Pemerintah menangani perkara-perkara duniawi kaum muslimin, sedangkan para
ulama, mereka menangani perkara agama umat manusia. Demikianlah ceritanya
bagaimana istilah waliyyul
amr kemudian dipakai untuk
ulama dan pemerintah, hal itu dikarenakan tampuk pemerintahan di zaman bani
Umayah dan bani Abbas dan era sesudah mereka, banyak dipegang oleh para raja
yang bukan ulama. (Syarh
al-Arba’in an-Nawawiyah, oleh Syaikh Shalih Alu Syaikh,
hal. 58)
Ibnu Hajar al-Asqalani menjelaskan bentuk nasihat kepada pemerintah,
“Membantu mereka dalam mengemban amanat yang dibebankan kepadanya, mengingatkan
mereka tatkala mereka lalai, menutupi kekurangan mereka tatkala keliru,
menyatukan kalimat di bawah kepemimpinan mereka, mendekatkan hati yang menjauh
dari mereka, dan merupakan nasihat yang paling agung bagi pemerintah melindungi
mereka dengan baik dari kezaliman.” (Fath al-Bary, I/138)

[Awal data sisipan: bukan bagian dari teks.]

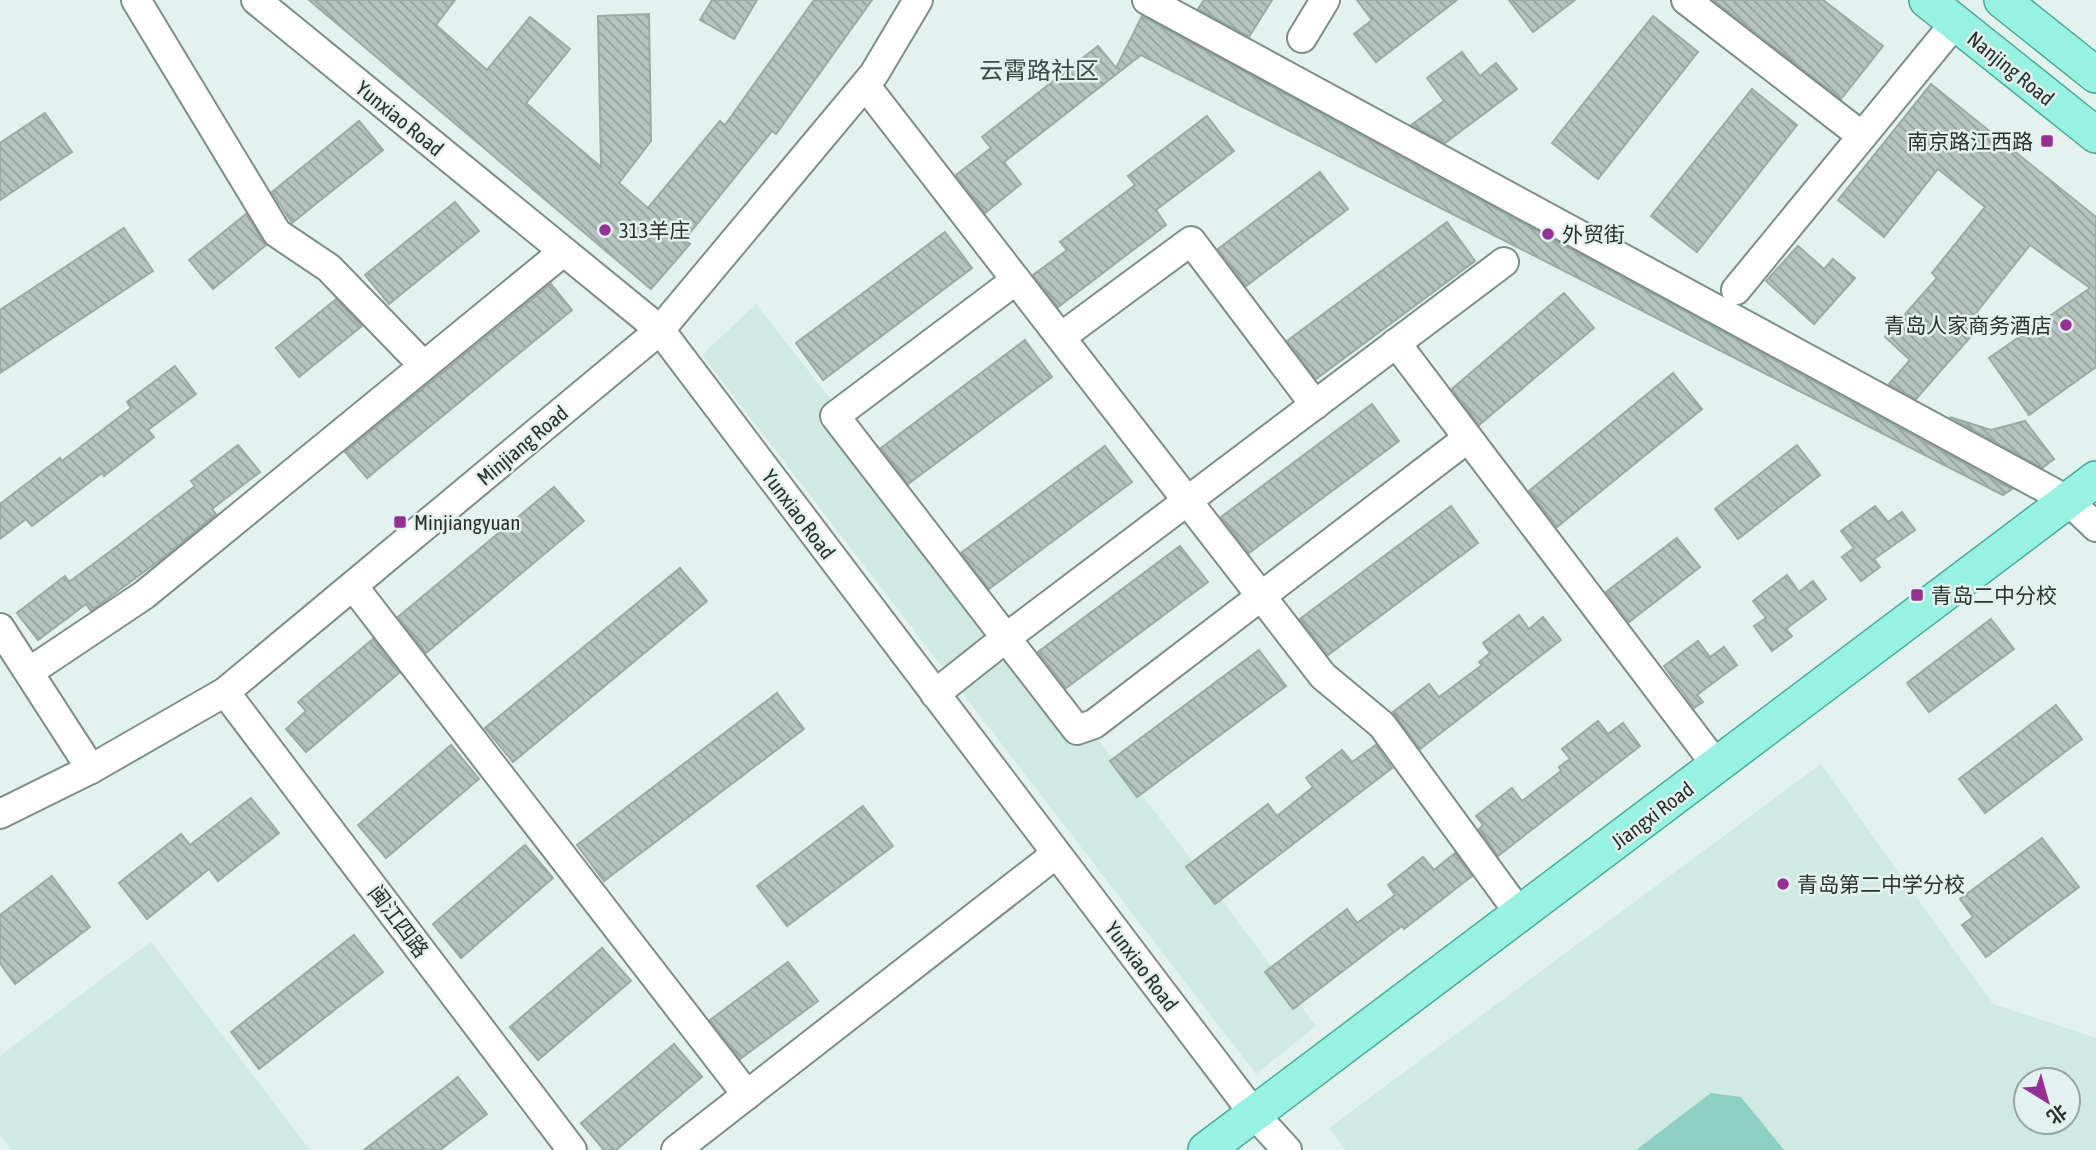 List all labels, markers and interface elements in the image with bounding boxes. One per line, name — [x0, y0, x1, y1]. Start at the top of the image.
street label: Nanjing Road — [1963, 26, 2059, 110]
district label: 云霄路社区 — [979, 57, 1099, 84]
street label: Yunxiao Road — [351, 75, 449, 161]
place label: 南京路江西路 — [1907, 129, 2033, 153]
marker: 南京路江西路 — [2039, 133, 2055, 149]
place label: 313羊庄 — [619, 218, 691, 242]
marker: 313羊庄 — [597, 222, 613, 238]
place label: 外贸街 — [1562, 222, 1625, 246]
marker: 外贸街 — [1540, 226, 1556, 242]
place label: 青岛人家商务酒店 — [1884, 313, 2052, 337]
marker: 青岛人家商务酒店 — [2058, 317, 2074, 333]
street label: Minjiang Road — [472, 400, 572, 490]
street label: Yunxiao Road — [758, 465, 840, 563]
place label: Minjiangyuan — [414, 510, 520, 534]
marker: Minjiangyuan — [392, 514, 408, 530]
place label: 青岛二中分校 — [1931, 583, 2057, 607]
marker: 青岛二中分校 — [1909, 587, 1925, 603]
street label: Jiangxi Road — [1606, 776, 1698, 854]
place label: 青岛第二中学分校 — [1797, 872, 1965, 896]
marker: 青岛第二中学分校 — [1775, 876, 1791, 892]
street label: 闽江四路 — [364, 880, 434, 962]
street label: Yunxiao Road — [1101, 917, 1183, 1015]
north arrow — [2012, 1066, 2082, 1136]
text: 北 — [2043, 1100, 2071, 1129]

Jadi, nasihat untuk pemerintah kaum muslimin berarti: menunaikan hak-hak
mereka yang telah diterangkan oleh Allah Ta’ala dan Rasul-Nya shallallahu ‘alaihi
wa sallam (Syarh al-Arba’in
an-Nawawiyah, oleh Syaikh Shalih Alu Syaikh,
hal. 56), dan itu mencakup berbagai hal, antara lain (Lihat: Syarh al-Arba’in
an-Nawawiyah, oleh Syaikh Muhammad bin Shalih
al-Utsaimin, hal. 140-143):
1. Meyakini kepemimpinan dan kepemerintahan mereka, barang siapa yang tidak
berkeyakinan demikian berarti dia belum dianggap menasihati pemerintah, karena
orang yang tidak meyakini bahwa mereka adalah pemerintah, tidak mungkin dia
akan mentaati perintah dan menjauhi larangan mereka. Maka kita harus meyakini
kepemimpinan pemerintah, karena Rasulullah shallallahu ‘alaihi wa sallam bersabda,
من
مات وليس في عنقه بيعة مات ميتة جاهلية
“Barang siapa yang mati dalam
keadaan tidak membai’at (pemerintah) mati sebagaimana matinya orang jahiliyah.” (HR. Muslim, III/1478 no. 1851).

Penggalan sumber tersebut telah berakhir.